“Hey!” the technician said. “You can’t do that—you’re opening the emergency relief valve!”
Dropping his clipboard, he hurried over. Jennifer Rush did not protest when he gently propelled her to one side.
“You don’t want to be doing that,” he said, grasping the valve and preparing to close it again. “Open this, and we’d start venting concentrated methane throughout the crawl space beneath this wing. It would only be a matter of minutes until—”
An explosive impact against the base of his neck—a sudden wave of pain—and then a concussive burst of light that filled his field of vision before giving way to oblivion.
Jennifer Rush watched as the technician crumpled to the metal floor of the substation. Then she dropped the wrench she’d picked up, bent over the relief valve, and once again began to slowly open it wide, turning, turning, turning.…
52
Logan watched as Porter Stone handed the radio back to the guard. The conversation had been brief; Stone himself had said fewer than a half-dozen words. As he’d listened to the voice on the radio, his face had initially gone deathly pale. But now—as he looked at each of the expedition members in turn—his face went dark, almost purple. His pupils retreated to mere glittering pinpoints. His gaze fastened at last on Tina Romero.

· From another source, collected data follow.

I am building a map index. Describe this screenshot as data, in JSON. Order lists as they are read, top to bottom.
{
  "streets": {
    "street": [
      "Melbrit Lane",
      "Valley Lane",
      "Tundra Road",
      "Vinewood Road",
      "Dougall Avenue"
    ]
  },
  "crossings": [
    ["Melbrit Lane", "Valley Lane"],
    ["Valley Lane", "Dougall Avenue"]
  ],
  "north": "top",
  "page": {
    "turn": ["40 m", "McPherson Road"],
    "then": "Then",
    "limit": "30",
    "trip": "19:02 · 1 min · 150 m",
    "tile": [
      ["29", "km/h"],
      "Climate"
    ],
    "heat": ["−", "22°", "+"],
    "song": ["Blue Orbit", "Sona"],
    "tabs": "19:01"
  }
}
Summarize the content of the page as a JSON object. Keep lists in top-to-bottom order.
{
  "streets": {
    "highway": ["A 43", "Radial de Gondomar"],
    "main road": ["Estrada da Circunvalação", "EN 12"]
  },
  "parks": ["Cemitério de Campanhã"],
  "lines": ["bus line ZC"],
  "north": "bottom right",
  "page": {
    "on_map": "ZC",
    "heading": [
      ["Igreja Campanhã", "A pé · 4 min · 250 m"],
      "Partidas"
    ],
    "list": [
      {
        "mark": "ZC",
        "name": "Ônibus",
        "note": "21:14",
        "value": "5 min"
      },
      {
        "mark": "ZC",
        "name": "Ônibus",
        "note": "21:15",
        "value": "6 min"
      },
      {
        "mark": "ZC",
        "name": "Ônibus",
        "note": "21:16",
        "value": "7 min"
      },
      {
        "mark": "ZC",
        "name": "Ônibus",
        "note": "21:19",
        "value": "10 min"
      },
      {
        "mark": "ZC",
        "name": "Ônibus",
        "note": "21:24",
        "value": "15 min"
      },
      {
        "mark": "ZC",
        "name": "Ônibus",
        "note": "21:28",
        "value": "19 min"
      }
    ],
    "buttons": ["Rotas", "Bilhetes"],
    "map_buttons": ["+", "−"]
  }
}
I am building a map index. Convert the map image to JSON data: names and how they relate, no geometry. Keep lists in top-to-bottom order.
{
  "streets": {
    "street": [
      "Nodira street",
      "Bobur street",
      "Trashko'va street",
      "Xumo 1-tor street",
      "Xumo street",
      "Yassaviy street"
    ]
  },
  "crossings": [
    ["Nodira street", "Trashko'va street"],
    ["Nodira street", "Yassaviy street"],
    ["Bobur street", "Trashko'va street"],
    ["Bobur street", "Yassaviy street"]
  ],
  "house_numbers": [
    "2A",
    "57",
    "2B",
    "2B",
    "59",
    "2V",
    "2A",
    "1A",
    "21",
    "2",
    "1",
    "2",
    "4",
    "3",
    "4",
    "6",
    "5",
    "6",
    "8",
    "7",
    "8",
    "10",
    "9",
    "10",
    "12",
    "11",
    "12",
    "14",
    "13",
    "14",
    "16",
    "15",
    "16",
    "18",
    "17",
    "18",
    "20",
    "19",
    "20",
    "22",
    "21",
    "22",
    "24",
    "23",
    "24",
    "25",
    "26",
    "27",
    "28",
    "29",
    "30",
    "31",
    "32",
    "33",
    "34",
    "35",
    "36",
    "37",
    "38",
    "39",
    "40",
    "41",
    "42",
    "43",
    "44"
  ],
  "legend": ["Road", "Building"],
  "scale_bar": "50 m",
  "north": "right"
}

Suddenly, he stepped forward. “Bitch!” he snapped, throwing one hand back in preparation for striking her. Immediately, Dr. Rush and Valentino rushed forward, restraining him.
“Idiot!” he cried, struggling to free himself. Romero took an instinctual step back.
Logan looked on in shock. It was as if all the setbacks and vicissitudes of this expedition—capped just now by the discovery that Narmer’s crown was, in fact, completely unexpected and bizarre—had caused the normally dispassionate Stone to snap, to lash out in frustration and anger.
“Incompetent!” Stone shouted at the Egyptologist. “Thanks to you, all my effort, all my money—wasted! And now, there’s no time.… No time!”
Logan came forward. “Dr. Stone, calm down,” he said. “Just what exactly has happened?”
With an effort, Stone mastered himself. He freed himself from Rush and Valentino, who nevertheless stayed close.
“I’ll tell you what’s happened,” he said, his breathing loud and ragged. “That was Amanda Richards on the horn. She was repairing the damage to Narmer’s mummy—when she learned it wasn’t Narmer, after all.”
There was a moment of shocked silence.
“What do you mean—not Narmer?” Dr. Rush asked.
“That mummy was a woman. All this time, we’ve been working the wrong damned tomb.” He looked back at Romero. “No wonder nothing’s as it should be. You’ve led us to the wrong spot—a subsidiary tomb, for his queen, or—or a concubine! My God!” His hands balled into fists, and he seemed about to lash out once again. Rush and Valentino moved in still closer.
“Just a minute,” Logan said. “There can’t be any mistake. The seals, the inscriptions, the treasure—even the curse—everything indicates the resting place of a pharaoh. This has to be Narmer’s tomb.”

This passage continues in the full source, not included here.